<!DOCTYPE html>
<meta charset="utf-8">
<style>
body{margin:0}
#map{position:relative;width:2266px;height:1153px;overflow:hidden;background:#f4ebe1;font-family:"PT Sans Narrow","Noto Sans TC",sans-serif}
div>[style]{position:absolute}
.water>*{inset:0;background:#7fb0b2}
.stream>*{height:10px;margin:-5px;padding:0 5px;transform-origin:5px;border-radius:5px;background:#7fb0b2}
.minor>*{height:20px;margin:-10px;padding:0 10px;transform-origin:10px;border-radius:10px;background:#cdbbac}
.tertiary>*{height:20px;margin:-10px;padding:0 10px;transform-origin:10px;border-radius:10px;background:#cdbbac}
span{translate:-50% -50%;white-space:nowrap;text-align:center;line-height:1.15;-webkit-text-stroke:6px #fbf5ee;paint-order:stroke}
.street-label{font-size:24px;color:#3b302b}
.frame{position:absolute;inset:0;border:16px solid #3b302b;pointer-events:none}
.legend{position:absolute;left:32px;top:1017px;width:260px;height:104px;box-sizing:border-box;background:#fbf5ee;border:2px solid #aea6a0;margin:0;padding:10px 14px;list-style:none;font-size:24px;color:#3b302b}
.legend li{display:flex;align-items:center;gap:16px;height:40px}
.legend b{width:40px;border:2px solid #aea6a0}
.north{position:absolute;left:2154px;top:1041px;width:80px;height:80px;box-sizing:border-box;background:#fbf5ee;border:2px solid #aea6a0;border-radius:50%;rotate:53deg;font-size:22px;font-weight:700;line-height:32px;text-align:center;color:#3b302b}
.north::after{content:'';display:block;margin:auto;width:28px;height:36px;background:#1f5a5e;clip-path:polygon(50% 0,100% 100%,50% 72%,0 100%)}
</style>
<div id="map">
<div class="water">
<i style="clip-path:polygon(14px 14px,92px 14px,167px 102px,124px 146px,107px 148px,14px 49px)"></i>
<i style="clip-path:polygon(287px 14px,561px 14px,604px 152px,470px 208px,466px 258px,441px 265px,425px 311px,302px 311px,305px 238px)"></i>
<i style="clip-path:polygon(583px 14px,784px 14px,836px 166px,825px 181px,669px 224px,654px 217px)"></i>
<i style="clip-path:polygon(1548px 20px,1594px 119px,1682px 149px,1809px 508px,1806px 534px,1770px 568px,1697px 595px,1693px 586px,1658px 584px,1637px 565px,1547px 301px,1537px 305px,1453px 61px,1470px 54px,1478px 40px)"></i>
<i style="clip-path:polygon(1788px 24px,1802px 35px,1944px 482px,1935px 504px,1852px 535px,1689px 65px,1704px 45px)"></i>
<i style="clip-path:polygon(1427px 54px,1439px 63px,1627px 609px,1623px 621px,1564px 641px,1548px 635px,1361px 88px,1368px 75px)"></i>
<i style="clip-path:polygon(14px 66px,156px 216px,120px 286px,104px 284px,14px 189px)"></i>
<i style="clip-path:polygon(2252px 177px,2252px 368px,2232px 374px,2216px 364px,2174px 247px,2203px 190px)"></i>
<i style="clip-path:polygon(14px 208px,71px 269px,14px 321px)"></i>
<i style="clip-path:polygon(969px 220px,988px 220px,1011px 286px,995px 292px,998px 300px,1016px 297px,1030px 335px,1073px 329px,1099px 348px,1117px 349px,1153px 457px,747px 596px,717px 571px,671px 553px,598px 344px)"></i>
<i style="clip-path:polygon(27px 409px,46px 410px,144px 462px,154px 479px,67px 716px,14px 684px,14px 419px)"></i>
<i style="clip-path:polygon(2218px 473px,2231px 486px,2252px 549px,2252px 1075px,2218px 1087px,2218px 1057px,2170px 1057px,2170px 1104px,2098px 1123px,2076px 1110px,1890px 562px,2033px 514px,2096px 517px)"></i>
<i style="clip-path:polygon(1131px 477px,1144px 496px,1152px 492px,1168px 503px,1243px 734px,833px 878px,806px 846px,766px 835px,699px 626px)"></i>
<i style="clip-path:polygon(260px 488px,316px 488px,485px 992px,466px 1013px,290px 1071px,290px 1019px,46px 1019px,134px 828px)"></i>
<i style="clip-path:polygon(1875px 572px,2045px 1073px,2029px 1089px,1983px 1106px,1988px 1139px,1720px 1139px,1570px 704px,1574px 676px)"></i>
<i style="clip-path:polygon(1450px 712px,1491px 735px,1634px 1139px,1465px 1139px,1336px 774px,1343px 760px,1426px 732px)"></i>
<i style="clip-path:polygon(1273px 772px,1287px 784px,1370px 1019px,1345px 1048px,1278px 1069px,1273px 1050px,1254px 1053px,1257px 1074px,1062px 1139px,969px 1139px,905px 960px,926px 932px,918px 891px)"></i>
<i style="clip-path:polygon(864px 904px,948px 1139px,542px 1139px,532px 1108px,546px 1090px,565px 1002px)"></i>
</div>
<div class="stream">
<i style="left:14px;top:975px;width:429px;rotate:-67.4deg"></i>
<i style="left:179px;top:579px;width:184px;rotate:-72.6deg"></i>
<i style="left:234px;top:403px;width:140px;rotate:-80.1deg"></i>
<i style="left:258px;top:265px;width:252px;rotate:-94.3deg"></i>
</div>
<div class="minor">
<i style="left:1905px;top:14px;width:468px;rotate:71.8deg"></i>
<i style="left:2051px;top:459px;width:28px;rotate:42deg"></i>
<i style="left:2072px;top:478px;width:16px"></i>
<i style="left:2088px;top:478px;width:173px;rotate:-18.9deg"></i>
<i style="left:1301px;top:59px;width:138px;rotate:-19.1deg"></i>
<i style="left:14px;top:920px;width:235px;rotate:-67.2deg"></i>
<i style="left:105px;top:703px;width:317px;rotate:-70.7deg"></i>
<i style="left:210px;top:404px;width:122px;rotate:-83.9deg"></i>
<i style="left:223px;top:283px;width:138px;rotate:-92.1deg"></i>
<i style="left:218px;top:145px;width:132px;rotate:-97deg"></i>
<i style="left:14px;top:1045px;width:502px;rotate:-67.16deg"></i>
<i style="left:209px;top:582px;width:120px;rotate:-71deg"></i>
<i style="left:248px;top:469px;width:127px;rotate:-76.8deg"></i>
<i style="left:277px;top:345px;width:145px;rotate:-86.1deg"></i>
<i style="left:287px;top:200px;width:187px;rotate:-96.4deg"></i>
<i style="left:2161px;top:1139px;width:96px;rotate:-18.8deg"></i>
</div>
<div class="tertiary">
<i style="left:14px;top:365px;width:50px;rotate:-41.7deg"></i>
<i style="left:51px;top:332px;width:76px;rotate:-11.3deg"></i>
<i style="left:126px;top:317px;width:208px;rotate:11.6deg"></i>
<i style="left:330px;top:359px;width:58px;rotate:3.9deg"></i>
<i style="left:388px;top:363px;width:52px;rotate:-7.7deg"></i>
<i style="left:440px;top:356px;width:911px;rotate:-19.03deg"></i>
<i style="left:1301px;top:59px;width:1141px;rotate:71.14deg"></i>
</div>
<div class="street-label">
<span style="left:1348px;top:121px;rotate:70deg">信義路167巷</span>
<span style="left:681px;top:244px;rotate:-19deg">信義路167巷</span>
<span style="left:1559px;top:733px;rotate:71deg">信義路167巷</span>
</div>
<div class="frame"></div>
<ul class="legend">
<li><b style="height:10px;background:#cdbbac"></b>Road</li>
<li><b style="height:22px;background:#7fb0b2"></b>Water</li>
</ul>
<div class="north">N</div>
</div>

----

Required work: Only the lines of the data holding the string "stream" are wanted; copy each of them.

Solution for this exercise:
.stream>*{height:10px;margin:-5px;padding:0 5px;transform-origin:5px;border-radius:5px;background:#7fb0b2}
<div class="stream">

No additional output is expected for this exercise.